→ **Description of the task**
The answer required is how many lines of the following entries contain the word "what", with no other words.

[Dataset items]
::::::

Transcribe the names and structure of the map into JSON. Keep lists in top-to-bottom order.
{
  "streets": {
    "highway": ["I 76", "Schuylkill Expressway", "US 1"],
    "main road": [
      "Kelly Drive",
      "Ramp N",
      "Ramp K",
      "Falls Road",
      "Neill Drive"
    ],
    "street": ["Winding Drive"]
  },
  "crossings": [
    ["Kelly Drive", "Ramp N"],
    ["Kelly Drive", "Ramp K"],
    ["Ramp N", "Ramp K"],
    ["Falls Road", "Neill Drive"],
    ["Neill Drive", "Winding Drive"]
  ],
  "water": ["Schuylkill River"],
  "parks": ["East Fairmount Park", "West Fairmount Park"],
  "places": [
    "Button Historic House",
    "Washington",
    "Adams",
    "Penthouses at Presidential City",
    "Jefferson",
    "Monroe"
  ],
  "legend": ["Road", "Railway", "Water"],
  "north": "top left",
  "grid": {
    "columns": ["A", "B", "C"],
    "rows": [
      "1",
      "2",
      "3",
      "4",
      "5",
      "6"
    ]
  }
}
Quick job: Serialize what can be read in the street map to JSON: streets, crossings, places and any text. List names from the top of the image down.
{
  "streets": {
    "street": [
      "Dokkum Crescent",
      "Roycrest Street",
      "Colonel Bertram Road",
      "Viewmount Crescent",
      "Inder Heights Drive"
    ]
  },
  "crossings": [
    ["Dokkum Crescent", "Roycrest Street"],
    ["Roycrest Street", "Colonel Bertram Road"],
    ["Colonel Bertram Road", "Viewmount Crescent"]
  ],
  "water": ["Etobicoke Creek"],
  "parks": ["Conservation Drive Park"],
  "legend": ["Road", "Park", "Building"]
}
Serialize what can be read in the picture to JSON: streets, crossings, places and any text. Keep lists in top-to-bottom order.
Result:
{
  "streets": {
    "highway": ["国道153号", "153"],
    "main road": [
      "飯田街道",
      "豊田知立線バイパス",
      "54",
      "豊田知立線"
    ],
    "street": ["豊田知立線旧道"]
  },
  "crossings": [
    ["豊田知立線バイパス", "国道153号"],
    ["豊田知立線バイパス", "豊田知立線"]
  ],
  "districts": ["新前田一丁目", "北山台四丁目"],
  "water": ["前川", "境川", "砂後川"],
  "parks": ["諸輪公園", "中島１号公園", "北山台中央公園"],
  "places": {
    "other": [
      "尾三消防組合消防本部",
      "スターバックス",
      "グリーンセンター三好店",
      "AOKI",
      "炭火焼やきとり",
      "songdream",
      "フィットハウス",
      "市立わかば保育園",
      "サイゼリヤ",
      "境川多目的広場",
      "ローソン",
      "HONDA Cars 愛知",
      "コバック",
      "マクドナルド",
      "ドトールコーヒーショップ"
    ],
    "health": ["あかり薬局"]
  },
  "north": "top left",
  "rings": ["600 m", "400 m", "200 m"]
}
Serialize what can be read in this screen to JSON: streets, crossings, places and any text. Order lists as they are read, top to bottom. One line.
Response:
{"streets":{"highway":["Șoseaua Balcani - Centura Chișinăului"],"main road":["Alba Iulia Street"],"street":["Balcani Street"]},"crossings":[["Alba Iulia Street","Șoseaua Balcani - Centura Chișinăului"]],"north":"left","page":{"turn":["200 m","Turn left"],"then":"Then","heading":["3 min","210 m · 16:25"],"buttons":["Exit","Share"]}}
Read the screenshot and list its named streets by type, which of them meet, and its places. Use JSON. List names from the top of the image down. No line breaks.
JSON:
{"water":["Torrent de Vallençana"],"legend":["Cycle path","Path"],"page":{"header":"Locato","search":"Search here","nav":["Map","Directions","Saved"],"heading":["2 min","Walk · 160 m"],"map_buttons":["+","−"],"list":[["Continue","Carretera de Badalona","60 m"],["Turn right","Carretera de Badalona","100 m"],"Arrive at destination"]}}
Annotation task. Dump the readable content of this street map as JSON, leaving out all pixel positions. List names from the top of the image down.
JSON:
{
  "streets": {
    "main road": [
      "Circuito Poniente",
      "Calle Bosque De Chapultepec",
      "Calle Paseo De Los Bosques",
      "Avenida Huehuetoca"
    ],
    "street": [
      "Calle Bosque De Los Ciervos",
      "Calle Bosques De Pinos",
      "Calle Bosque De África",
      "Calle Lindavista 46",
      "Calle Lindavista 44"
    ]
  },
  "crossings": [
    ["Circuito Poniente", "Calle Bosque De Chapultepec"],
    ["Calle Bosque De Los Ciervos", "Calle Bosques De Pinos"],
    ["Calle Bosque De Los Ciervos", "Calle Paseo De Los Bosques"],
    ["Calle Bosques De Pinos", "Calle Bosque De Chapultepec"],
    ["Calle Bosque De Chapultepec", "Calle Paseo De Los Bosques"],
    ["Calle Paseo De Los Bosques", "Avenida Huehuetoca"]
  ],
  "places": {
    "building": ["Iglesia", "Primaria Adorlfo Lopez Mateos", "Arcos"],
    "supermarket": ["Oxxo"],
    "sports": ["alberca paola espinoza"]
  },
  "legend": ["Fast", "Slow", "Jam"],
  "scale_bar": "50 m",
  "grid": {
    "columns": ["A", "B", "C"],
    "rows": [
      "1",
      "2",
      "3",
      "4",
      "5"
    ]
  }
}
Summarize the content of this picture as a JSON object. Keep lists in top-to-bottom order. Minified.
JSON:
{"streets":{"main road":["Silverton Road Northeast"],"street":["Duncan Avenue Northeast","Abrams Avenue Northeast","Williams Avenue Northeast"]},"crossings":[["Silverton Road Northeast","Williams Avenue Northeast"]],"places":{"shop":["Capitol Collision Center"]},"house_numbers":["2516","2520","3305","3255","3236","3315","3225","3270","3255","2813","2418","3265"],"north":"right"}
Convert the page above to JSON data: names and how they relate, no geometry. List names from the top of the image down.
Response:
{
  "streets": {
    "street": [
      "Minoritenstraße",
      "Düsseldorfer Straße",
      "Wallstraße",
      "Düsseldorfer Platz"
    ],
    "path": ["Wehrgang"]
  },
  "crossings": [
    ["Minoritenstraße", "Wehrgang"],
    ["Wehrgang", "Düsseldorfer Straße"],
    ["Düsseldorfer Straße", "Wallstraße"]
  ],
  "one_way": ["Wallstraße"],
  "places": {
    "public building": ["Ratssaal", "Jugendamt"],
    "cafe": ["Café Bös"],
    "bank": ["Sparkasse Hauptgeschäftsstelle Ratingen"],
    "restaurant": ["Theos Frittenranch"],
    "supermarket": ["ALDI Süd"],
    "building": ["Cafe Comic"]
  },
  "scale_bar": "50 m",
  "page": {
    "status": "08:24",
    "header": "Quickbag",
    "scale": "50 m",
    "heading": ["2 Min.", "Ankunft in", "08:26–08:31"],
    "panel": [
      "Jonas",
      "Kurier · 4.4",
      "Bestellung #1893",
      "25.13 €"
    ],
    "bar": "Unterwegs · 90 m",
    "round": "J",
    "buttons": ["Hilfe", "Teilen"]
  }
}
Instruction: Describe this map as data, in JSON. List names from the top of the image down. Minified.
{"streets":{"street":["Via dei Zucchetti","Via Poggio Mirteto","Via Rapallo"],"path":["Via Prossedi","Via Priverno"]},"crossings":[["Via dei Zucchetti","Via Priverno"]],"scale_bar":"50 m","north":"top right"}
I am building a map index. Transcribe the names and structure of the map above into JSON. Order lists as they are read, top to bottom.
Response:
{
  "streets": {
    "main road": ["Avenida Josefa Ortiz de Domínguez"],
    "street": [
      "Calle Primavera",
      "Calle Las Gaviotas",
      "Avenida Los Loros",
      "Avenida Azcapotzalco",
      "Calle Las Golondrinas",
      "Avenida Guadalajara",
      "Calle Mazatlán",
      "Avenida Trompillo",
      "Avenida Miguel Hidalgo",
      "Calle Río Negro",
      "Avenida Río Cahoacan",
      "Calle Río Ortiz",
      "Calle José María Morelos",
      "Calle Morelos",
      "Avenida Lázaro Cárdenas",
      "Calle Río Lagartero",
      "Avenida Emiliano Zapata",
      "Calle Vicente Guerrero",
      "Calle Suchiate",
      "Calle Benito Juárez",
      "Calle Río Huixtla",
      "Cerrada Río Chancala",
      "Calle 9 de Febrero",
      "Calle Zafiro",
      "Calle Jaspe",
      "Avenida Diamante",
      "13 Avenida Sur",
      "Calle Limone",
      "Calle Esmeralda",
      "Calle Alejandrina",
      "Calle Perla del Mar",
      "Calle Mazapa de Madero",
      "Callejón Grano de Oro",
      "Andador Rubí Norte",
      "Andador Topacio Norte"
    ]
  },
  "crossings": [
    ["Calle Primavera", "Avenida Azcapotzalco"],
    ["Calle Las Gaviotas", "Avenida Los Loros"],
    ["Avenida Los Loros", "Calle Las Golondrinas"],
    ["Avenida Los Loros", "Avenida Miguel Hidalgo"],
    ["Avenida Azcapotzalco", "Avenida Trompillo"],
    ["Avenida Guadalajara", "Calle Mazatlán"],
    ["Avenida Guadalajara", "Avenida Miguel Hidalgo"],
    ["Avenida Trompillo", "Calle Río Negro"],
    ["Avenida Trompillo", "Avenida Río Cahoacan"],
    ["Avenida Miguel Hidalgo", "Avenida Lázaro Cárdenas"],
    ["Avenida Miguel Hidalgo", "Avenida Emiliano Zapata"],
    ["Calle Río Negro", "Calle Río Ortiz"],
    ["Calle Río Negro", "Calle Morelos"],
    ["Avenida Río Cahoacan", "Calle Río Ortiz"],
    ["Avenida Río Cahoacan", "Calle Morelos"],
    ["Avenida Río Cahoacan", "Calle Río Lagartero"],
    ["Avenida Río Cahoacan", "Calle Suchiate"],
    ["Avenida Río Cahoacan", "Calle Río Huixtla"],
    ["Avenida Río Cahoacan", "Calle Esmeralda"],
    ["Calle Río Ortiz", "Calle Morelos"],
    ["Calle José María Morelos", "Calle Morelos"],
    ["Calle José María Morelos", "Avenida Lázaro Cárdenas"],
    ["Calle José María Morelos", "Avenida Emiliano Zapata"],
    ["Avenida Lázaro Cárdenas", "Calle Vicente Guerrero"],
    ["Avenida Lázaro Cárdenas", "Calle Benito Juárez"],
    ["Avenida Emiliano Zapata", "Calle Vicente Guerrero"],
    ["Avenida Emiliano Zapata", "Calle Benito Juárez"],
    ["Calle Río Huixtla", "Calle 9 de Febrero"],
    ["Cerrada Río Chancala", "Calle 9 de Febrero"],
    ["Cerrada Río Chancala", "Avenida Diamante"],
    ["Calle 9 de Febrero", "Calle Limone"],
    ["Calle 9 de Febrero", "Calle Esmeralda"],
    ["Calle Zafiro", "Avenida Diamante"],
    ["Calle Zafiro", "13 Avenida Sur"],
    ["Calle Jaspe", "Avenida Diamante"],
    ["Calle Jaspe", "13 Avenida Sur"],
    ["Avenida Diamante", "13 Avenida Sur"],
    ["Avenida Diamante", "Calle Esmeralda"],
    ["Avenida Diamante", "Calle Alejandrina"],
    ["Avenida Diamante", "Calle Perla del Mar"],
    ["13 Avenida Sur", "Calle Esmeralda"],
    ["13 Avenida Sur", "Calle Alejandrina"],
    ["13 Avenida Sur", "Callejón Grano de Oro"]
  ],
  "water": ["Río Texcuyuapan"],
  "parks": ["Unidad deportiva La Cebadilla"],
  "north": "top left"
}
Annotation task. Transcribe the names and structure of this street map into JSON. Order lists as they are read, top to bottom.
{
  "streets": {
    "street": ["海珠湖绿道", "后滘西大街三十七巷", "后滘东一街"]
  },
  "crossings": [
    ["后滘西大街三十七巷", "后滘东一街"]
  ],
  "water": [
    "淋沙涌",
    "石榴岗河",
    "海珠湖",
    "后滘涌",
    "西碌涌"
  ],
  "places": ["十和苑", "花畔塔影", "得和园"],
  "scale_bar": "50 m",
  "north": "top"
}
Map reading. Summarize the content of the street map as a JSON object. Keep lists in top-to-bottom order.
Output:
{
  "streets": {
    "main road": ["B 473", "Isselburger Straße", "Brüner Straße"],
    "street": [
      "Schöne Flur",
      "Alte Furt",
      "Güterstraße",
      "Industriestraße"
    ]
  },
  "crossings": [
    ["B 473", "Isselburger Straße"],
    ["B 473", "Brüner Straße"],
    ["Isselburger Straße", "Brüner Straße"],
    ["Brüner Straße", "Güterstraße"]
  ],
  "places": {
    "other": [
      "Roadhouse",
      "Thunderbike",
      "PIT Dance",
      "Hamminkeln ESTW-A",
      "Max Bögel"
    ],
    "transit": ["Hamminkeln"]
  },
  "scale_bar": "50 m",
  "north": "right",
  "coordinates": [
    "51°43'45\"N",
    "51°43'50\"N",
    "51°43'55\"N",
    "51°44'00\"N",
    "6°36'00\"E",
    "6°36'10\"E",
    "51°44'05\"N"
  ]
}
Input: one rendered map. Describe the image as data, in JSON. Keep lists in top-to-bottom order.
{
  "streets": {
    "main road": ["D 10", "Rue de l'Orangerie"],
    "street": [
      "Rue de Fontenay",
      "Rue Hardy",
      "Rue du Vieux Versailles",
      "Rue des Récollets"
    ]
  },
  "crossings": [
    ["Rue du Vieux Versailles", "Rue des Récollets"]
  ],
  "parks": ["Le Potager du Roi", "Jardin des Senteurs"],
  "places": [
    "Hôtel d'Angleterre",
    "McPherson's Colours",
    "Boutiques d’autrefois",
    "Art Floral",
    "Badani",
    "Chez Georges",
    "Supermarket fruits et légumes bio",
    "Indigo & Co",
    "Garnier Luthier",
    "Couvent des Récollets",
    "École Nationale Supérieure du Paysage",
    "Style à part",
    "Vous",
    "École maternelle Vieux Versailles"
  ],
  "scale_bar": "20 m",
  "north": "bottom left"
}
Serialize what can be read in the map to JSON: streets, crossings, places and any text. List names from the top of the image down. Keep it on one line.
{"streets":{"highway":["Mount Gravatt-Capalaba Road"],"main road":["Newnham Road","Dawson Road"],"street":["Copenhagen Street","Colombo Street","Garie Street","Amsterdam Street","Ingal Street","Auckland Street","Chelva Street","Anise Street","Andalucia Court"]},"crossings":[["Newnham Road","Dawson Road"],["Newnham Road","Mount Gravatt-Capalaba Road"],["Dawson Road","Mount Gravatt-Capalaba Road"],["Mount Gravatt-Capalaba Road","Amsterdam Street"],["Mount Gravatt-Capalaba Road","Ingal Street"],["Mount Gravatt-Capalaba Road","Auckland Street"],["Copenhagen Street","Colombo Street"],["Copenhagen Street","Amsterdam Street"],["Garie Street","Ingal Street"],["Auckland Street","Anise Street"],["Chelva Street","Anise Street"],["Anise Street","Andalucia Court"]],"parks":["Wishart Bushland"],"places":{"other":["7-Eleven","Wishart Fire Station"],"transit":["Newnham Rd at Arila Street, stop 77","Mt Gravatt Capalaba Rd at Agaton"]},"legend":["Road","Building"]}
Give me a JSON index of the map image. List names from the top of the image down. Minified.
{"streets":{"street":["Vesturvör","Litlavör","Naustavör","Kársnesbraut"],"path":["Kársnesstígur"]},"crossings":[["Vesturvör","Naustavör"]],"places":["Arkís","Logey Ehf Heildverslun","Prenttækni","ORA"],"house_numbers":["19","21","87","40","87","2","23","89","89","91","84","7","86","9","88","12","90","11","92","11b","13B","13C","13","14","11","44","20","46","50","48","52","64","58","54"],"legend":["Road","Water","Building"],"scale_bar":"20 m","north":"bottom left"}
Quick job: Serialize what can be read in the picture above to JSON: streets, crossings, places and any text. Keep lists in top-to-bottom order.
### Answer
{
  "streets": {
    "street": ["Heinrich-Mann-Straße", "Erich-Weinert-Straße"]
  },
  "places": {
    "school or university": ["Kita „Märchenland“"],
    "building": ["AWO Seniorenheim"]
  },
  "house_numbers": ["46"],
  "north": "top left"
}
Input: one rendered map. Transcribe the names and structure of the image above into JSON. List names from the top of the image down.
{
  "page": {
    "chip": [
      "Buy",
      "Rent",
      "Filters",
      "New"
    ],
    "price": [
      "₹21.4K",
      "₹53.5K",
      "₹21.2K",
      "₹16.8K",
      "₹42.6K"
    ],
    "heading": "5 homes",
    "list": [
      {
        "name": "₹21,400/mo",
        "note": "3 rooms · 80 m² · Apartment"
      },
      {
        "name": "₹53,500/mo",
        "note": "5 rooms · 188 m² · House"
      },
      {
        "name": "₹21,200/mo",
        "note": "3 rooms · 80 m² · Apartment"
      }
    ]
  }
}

::::::

→ **Solution to this problem**
5